Start slowly. Do not give yourself unrealistic, unattainable goals. For example, your first exercise goal could be to take two walks each week. You can choose the days, you can choose the times, and you can choose to walk alone or with company.

As you walk, you may find that you enjoy it. You start walking several times a week, then jogging, maybe even running. You decide to try a 5K, then a marathon, then an Iron Man. Small goals can build into huge achievements!

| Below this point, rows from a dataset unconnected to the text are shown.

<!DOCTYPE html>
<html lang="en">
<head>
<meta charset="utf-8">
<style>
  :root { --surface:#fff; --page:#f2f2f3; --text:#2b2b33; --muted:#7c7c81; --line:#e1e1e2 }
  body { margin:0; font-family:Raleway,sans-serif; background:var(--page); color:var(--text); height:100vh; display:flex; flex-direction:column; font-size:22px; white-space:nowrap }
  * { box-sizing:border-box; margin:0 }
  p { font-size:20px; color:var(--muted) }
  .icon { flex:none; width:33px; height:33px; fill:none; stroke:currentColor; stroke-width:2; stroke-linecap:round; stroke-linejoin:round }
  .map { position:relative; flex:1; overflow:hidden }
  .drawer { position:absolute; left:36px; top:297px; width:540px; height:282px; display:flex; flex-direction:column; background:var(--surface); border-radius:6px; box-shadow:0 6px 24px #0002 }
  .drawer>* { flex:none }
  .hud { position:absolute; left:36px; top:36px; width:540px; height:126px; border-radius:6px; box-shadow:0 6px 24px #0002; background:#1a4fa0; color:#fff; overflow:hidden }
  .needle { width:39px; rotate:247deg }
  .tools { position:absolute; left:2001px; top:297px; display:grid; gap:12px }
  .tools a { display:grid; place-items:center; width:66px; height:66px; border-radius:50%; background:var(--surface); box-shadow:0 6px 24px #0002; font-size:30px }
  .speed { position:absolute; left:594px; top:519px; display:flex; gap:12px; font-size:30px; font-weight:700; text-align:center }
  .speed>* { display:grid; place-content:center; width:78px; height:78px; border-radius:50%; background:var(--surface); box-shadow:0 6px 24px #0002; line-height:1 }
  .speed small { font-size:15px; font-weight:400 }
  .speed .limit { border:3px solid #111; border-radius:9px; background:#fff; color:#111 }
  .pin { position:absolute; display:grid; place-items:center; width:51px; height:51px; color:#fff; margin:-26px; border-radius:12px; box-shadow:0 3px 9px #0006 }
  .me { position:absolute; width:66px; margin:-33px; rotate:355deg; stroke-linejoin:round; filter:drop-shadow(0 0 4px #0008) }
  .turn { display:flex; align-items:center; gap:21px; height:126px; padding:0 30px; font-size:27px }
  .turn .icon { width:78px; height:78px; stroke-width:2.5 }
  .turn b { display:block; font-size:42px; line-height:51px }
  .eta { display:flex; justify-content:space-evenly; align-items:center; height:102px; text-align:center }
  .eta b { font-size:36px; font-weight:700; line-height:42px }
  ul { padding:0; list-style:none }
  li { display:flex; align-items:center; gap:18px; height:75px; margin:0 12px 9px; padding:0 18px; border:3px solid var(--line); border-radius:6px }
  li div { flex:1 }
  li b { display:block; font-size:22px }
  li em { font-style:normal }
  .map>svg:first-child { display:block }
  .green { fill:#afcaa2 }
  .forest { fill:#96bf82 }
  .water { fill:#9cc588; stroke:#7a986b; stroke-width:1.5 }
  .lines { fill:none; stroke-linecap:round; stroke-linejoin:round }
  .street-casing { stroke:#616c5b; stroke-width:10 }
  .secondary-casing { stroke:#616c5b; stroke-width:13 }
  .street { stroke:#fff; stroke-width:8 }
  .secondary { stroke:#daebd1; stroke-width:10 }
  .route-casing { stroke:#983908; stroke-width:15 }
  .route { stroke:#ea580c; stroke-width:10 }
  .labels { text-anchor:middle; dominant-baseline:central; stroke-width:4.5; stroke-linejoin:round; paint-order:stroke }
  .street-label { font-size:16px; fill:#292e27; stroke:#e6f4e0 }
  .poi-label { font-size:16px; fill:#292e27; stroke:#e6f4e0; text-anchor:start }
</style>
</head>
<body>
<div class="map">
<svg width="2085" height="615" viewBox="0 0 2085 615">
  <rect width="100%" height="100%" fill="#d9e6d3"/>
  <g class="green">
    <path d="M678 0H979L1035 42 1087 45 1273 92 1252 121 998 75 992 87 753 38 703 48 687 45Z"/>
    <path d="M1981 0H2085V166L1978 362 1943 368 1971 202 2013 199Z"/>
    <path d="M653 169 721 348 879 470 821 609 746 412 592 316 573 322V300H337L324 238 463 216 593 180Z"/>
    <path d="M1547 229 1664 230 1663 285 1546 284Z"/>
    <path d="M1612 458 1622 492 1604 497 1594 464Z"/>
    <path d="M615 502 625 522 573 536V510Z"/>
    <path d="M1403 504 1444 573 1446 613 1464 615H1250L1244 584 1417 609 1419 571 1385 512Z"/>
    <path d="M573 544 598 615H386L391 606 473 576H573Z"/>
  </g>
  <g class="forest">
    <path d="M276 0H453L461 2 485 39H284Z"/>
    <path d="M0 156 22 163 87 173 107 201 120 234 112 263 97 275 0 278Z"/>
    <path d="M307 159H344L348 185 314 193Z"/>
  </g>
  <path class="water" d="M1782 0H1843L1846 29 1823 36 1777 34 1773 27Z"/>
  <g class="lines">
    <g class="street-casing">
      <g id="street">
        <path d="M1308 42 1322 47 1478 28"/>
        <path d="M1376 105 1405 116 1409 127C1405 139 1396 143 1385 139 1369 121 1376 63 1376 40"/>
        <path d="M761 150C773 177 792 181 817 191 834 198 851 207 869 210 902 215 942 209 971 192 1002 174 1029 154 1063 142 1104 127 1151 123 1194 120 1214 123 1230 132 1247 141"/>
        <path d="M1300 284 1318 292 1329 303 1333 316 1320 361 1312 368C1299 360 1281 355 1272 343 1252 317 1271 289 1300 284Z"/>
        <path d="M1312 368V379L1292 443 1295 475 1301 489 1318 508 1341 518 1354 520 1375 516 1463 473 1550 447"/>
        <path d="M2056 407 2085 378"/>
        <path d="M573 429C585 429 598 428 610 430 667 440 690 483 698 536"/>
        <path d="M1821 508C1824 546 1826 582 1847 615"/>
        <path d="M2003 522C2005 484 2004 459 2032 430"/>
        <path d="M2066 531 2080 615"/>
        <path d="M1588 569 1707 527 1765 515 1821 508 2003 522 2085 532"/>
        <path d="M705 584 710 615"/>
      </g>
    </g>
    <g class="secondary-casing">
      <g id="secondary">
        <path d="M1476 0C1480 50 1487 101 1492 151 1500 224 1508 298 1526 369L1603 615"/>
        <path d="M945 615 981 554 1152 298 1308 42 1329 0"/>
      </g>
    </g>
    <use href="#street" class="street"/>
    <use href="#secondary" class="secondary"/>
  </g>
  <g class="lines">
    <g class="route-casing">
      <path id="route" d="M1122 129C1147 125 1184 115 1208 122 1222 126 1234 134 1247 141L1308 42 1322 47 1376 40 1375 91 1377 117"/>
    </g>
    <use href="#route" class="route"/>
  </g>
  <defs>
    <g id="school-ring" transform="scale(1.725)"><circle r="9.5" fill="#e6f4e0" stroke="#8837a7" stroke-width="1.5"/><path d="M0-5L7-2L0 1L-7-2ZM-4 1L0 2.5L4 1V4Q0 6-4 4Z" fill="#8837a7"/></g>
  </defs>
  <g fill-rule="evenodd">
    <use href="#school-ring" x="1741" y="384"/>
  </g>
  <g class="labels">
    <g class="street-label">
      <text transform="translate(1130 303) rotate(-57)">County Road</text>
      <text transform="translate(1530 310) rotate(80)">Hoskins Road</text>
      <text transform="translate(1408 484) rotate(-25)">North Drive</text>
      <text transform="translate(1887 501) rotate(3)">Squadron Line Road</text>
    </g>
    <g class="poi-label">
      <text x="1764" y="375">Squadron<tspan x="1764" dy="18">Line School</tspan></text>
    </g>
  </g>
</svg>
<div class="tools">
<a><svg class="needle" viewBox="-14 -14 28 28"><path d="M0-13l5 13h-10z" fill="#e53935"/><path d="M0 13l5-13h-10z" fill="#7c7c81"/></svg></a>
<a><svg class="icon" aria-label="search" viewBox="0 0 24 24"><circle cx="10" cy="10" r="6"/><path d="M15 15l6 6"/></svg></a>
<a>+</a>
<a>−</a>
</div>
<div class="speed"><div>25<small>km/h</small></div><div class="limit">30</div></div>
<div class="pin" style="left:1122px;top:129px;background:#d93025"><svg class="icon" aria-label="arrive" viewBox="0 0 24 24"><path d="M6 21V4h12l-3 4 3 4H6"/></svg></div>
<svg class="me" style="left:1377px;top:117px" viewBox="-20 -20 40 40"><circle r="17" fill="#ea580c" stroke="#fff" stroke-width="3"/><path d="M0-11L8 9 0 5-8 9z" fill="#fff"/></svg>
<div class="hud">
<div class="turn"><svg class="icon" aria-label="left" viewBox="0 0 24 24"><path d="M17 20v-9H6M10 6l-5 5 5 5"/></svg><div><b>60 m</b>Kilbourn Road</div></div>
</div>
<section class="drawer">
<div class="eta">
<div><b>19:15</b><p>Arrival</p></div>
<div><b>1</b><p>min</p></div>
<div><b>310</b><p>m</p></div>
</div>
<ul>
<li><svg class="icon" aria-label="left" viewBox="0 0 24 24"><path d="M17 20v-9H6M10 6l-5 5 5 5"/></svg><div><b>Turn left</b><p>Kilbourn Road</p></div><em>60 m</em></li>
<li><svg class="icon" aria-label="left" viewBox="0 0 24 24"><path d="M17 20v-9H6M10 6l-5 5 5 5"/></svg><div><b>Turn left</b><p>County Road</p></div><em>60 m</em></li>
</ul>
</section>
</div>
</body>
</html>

Regular physical activity contributes nearly countless positive effects on your health, especially for those with diabetes. It helps your body make the best use of insulin and glucose, which controls blood sugar more effectively. In fact, exercise can reduce blood sugar levels for up to 24 hours after working out!

Regular physical activity also lowers blood pressure, improves circulation, and helps control cholesterol levels, thereby reducing risk of heart attack and stroke.

Exercise also helps to strengthen muscles and bones, along with burning extra body fat. It’s a great way to boost energy levels and reduce stress, too!

Even a short walk a few times a week can have a powerful impact on overall health and well-being. Walk with your spouse and talk about your day, or bring man’s best friend along. Take a few moments to reflect or meditate by yourself, or meet up with a group of friends and make it a party!

The moral of the story – just go for a walk!